The backup of container ships off the Ports of Los Angeles and Long Beach, CA was one the biggest sources of U.S. supply chain congestion during the COVID-19 pandemic and a contributor to inflation. Now, though, it’s over, thanks to a drastic decline in import demand nationally.
The number of ships waiting to unload at the ports of Los Angeles and Long Beach fell from a peak of 109 ships in January to just four vessels in late October, according to the Marine Exchange of Southern California (see graph). The biggest impact came from fewer containers reaching U.S. seaports for container imports. Additionally, a growing share of shipments is heading to ports on the East and Gulf Coasts of the US.

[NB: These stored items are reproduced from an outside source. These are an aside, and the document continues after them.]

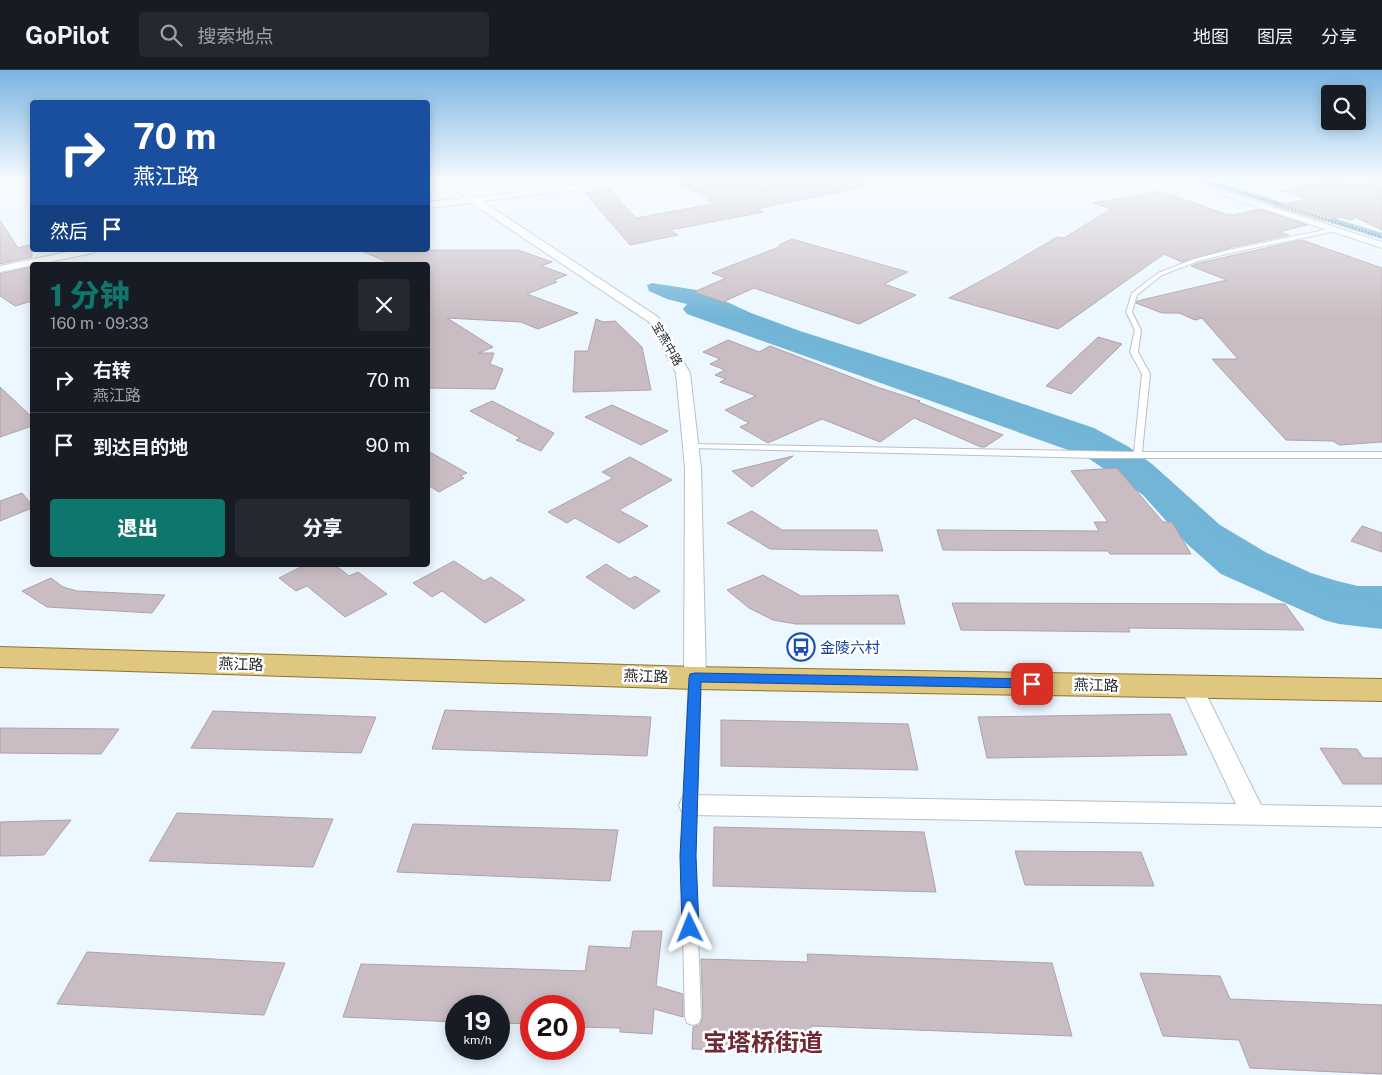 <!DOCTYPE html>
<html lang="zh">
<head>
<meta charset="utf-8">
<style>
  :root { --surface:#171b24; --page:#242831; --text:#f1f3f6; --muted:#9ea1a6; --line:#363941; --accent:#0f766e }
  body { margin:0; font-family:"Public Sans","Noto Sans SC",sans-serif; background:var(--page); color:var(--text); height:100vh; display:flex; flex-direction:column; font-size:19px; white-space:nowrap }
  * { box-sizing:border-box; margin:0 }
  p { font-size:16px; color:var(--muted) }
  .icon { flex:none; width:28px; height:28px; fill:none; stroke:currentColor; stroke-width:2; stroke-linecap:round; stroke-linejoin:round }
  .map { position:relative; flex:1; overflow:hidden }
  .drawer { position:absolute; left:30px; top:192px; width:400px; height:305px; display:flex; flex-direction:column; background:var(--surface); border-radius:5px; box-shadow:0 2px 12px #0003 }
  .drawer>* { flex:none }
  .hud { position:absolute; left:30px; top:30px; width:400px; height:152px; border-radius:5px; box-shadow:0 2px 12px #0003; background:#1a4fa0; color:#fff; overflow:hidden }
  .fabs { position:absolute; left:1321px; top:15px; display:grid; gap:10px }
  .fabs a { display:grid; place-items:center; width:45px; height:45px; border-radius:5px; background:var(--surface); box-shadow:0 2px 12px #0003; font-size:25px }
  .speed { position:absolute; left:445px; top:925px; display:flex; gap:10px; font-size:25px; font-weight:700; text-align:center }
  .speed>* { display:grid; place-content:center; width:65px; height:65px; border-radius:50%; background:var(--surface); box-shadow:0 2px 12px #0003; line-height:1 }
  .speed small { font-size:12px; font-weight:400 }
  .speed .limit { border:8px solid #d22; background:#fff; color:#111 }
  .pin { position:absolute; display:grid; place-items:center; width:42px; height:42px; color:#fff; margin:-21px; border-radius:10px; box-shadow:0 2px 8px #0006 }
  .me { position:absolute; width:55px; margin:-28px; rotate:358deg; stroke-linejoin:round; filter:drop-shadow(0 0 4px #0008) }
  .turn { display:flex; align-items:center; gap:18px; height:105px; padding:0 20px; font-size:22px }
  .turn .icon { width:65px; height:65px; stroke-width:2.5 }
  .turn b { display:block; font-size:35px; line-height:42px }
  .then { display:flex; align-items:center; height:48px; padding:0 20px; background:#0003; gap:10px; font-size:19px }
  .round { display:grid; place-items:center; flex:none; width:52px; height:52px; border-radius:5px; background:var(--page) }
  .headline { display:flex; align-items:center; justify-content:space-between; height:85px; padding:0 20px }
  h1 { font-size:30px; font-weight:800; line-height:38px; color:var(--accent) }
  .primary-button { display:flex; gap:10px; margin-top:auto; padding:10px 20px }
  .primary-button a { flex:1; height:58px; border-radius:5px; background:var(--accent); color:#fff; font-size:20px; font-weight:800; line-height:58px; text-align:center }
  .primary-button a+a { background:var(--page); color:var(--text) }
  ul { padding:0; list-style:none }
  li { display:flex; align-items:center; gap:15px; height:65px; padding:0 20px; border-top:1px solid var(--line) }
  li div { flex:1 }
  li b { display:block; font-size:19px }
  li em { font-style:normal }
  header { display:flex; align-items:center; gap:30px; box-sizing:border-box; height:70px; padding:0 25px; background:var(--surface); border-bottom:1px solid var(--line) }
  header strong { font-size:24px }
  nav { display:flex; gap:28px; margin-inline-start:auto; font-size:18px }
  .search { width:350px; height:45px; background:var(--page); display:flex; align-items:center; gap:12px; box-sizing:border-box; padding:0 18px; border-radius:5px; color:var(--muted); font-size:19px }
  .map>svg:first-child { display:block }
  .water { fill:#72b5d6 }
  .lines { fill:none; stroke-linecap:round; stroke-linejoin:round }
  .river { fill:#72b5d6; fill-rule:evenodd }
  .building { fill:#c9bdc3; stroke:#aea2a7 }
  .service-casing { stroke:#b6c0c8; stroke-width:2 }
  .minor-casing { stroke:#b6c0c8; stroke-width:2 }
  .primary-casing { stroke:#8f7529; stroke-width:2 }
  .service { fill:#fff; fill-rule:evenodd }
  .minor { fill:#fff; fill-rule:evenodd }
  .primary { fill:#e0c77f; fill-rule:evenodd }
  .rail { stroke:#3a3f43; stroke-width:2; stroke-dasharray:1 2.5; stroke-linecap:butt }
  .route { fill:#1a73e8; stroke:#114b97 }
  .labels { text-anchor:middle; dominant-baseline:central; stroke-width:5; stroke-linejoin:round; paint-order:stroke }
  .far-street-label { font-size:12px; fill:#1f2326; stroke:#fff }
  .transit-label { font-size:15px; fill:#164399; stroke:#fff; text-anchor:start }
  .street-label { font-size:15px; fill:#1f2326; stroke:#fff }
  .near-district-label { font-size:24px; font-weight:bold; fill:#702a37; stroke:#fff }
</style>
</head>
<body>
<header>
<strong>GoPilot</strong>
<div class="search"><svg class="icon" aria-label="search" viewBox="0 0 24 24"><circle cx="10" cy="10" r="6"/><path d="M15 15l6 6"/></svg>搜索地点</div>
<nav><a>地图</a><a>图层</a><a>分享</a></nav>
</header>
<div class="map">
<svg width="1382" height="1005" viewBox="0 0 1382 1005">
  <rect width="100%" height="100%" fill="#ecf7ff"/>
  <!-- water -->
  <g class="water">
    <polygon points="1188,108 1204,108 1382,163 1382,169"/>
    <polygon points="652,213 703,221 751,243 800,261 950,309 1094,358 1129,377 1152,394 1220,455 1267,483 1311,503 1337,511 1358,516 1382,516 1382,535 1340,530 1308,521 1274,507 1223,477 1199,461 1165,432 1119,387 1088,368 1065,359 935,319 695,236 667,229 649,221 647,215"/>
  </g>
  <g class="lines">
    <!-- river -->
    <polygon class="river" points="696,231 1109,372 1169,409 1212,457 1249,486 1346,527 1382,531 1382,559 1339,554 1324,550 1221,504 1186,473 1143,425 1085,386 687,244 683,239 687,234"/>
  </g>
  <!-- building -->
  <g class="building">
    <polygon points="667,108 866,108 867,116 756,139 764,142 670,160 678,165 630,175 585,123 610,120 636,148 713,134 706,130 712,129"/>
    <polygon points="1378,108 1382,108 1382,160 1355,147 1352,150 1340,147 1324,151 1275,136 1308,129 1282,121 1295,118 1292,117 1334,109 1354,115"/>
    <polygon points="1161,121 1225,144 1233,145 1259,139 1307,155 1279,162 1289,165 1233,177 1182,192 1164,184 1058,259 949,228 1001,200 1057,167 1064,168 1111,139 1093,133"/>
    <polygon points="0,150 18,178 32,174 32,187 0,194"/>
    <polygon points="792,169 908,202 884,214 916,225 859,254 754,218 723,232 694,222 726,208 712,203 779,177 779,175"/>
    <polygon points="1302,170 1382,198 1382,372 1339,375 1333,371 1286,370 1212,289 1238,289 1202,248 1195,250 1179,243 1162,243 1136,233 1137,231 1227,210 1191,196 1199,193"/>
    <polygon points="359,180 518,180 552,192 541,196 567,205 554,210 557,212 527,224 578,243 538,259 521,252 447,248 493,277 479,283 494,283 490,294 503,299 495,319 428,318 428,195 395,195"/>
    <polygon points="32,197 32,231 15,236 0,226 0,204"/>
    <polygon points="596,249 603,252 615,251 642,277 651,320 573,322 575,281 588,281"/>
    <polygon points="1098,267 1122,274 1071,324 1046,316"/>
    <polygon points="728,270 759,282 770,276 877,317 920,331 918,332 1003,365 985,377 981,377 914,348 880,372 822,349 768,373 740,357 749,353 725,340 756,326 720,312 726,309 715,305 725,300 710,294 720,289 703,282"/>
    <polygon points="0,317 32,347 32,356 0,367"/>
    <polygon points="492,331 554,363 541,381 516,370 520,368 470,341"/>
    <polygon points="612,335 668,361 641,375 585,347"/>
    <polygon points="428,381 467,403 460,406 464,408 439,422 428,415"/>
    <polygon points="793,386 752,417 732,401"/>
    <polygon points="630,387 672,410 619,440 648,456 619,473 575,448 567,453 548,442 613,408 602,402"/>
    <polygon points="1117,398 1163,452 1172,452 1191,484 1110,484 1108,481 943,480 937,460 1099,461 1094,452 1108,452 1071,401"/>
    <polygon points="22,423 32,435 32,438 0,451 0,431"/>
    <polygon points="752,441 782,460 877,460 883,481 770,479 727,453"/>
    <polygon points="1362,456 1382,463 1382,482 1351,471"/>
    <polygon points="454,491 484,511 491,507 525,530 485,553 442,521 432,527 413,513"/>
    <polygon points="606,494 630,509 635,506 660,521 634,539 586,507"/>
    <polygon points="305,495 335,495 349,506 358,502 387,524 345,547 307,516 296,521 279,508"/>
    <polygon points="763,505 801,526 898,525 905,554 796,554 773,550 749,538 727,520"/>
    <polygon points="51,508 63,517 77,521 165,525 152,543 47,537 22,521"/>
    <polygon points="952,533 1285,534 1304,560 1128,558 1130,562 961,560"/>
    <polygon points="445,640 651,647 647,686 432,679"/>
    <polygon points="213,641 376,647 361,683 191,678"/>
    <polygon points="1170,644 1187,685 987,688 978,647"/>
    <polygon points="721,650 908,654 918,700 721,696"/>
    <polygon points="0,658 119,659 101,684 0,683"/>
    <polygon points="1320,678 1357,679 1363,688 1382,688 1382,714 1343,714"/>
    <polygon points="177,743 333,749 313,797 149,791"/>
    <polygon points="71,750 44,785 0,786 0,752"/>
    <polygon points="413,754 618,760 610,811 397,802"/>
    <polygon points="714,757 924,762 936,822 713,816"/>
    <polygon points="1015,781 1141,782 1154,816 1025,815"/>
    <polygon points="633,861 662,861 656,916 683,924 683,947 654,939 652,964 620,962 620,958 574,957 574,936 531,936 531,954 499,953 499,936 456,936 456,952 343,947 361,894 585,901 589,876 630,878"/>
    <polygon points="87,882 285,893 264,945 57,934"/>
    <polygon points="807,884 1052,893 1072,966 811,956 814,984 692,979 693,957 700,955 703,947 701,889 808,892"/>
    <polygon points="1140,903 1220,906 1230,929 1382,935 1382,1004 1250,998 1239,970 1163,966"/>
  </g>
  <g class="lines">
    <!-- service casing -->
    <g class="service-casing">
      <g id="service">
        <polygon points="1334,158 1337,160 1336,161 1235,182 1198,191 1162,205 1137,225 1132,242 1141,260 1138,282 1150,304 1142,382 1382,382 1382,388 1098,388 691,378 687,376 691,374 1134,382 1142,304 1130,282 1135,260 1126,242 1132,223 1158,203 1194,189 1233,179"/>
        <polygon points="695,604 699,605 701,608 695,786 701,947 699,953 693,955 687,953 685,947 681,786 689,608 691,605"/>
      </g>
    </g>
    <!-- minor casing -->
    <g class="minor-casing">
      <g id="minor">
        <polygon points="443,108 452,108 475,127 639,108 662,108 658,111 482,131 658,247 690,303 701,398 706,608 703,613 695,616 687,613 684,608 685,398 676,303 649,252 471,133 428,138 428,132 465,128"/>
        <polygon points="1170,108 1182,108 1382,172 1382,178"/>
        <polygon points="77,180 98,180 93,183 0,202 0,196"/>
        <polygon points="1191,608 1199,611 1202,616 1261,735 1382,737 1382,757 691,745 682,742 679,735 682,728 691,725 1236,734 1180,616 1183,611"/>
      </g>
    </g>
    <!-- primary casing -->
    <g class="primary-casing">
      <polygon id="primary" points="0,577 695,597 1382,609 1382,631 695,619 0,597"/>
    </g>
    <!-- service -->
    <use href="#service" class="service"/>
    <!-- minor -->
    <use href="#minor" class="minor"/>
    <!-- primary -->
    <use href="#primary" class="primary"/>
    <!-- rail -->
    <polyline class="rail" points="1195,108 1382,167"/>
  </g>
  <!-- sky -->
  <linearGradient id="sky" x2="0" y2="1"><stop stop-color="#79b4e1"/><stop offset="0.44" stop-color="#f6fbff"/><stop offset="1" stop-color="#f6fbff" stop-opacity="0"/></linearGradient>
  <rect width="1382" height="248" fill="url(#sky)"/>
  <!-- route -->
  <polygon class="route" points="695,603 1032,609 1037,610 1039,614 1037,617 1032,618 701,612 696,786 699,858 696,863 690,865 684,863 682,858 680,786 689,608 690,604"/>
  <!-- icons -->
  <defs>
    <g id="bus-ring" transform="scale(1.4375)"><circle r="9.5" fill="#fff" stroke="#1a4fb4" stroke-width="1.5"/><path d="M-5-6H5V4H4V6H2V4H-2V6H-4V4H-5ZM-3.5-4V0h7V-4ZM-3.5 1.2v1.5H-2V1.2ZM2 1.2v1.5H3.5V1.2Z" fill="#1a4fb4"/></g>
  </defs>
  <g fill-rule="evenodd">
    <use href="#bus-ring" x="801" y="577"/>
  </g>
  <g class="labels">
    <!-- far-street labels -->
    <g class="far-street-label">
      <text transform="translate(667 274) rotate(60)">宝燕中路</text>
    </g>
    <!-- transit labels -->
    <g class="transit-label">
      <text x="820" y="577">金陵六村</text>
    </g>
    <!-- street labels -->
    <g class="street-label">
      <text transform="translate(241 594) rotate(2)">燕江路</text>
      <text transform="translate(646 606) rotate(2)">燕江路</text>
      <text transform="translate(1096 615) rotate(1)">燕江路</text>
    </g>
    <!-- near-district labels -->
    <g class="near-district-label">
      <text x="763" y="972">宝塔桥街道</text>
    </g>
  </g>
</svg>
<div class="fabs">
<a><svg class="icon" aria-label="search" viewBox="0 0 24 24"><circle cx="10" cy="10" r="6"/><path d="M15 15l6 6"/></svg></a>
</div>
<div class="speed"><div>19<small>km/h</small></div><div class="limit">20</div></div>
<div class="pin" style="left:1032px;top:614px;background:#d93025"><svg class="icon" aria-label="arrive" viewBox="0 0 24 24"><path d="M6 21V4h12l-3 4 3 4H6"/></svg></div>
<svg class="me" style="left:690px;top:858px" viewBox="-20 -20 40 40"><path d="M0-17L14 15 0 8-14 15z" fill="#1a73e8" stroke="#fff" stroke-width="4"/></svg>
<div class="hud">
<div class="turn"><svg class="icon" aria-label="right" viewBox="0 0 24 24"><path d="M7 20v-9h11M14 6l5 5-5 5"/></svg><div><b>70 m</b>燕江路</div></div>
<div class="then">然后<svg class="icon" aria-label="arrive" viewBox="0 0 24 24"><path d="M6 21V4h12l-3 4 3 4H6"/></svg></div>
</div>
<section class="drawer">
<div class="headline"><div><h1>1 分钟</h1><p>160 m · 09:33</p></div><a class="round"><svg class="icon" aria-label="close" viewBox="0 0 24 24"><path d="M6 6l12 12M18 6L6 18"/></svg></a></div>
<ul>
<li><svg class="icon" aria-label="right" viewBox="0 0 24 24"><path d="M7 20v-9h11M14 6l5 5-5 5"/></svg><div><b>右转</b><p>燕江路</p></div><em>70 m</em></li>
<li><svg class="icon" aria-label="arrive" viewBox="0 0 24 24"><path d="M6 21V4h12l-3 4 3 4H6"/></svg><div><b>到达目的地</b></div><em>90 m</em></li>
</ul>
<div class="primary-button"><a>退出</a><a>分享</a></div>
</section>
</div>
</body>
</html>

The ports of Los Angeles and Long Beach together handled 686,133 loaded import containers in September, down 18% from a year earlier and the lowest level since June 2020, according to port figures. Container imports to the US in September declined by 11% from a year earlier and by 12% in August. The cost of shipping a container from China to the United States has fallen to about $2,700 compared to last year’s high of around $20,000.
Bottlenecks continue to delay cargo at other major U.S. seaports and at inland freight hubs. Ports including Savannah, Houston, New York, and New Jersey have coped with backlogs triggered by diverted cargo from SoCal ports.
With demand slowing, shipping lines have canceled between 26% to 31% of their sailings across the Pacific over the coming weeks, according to Sea-Intelligence, a Denmark-based shipping data group, signaling that carriers are preparing for a continued drop in bookings.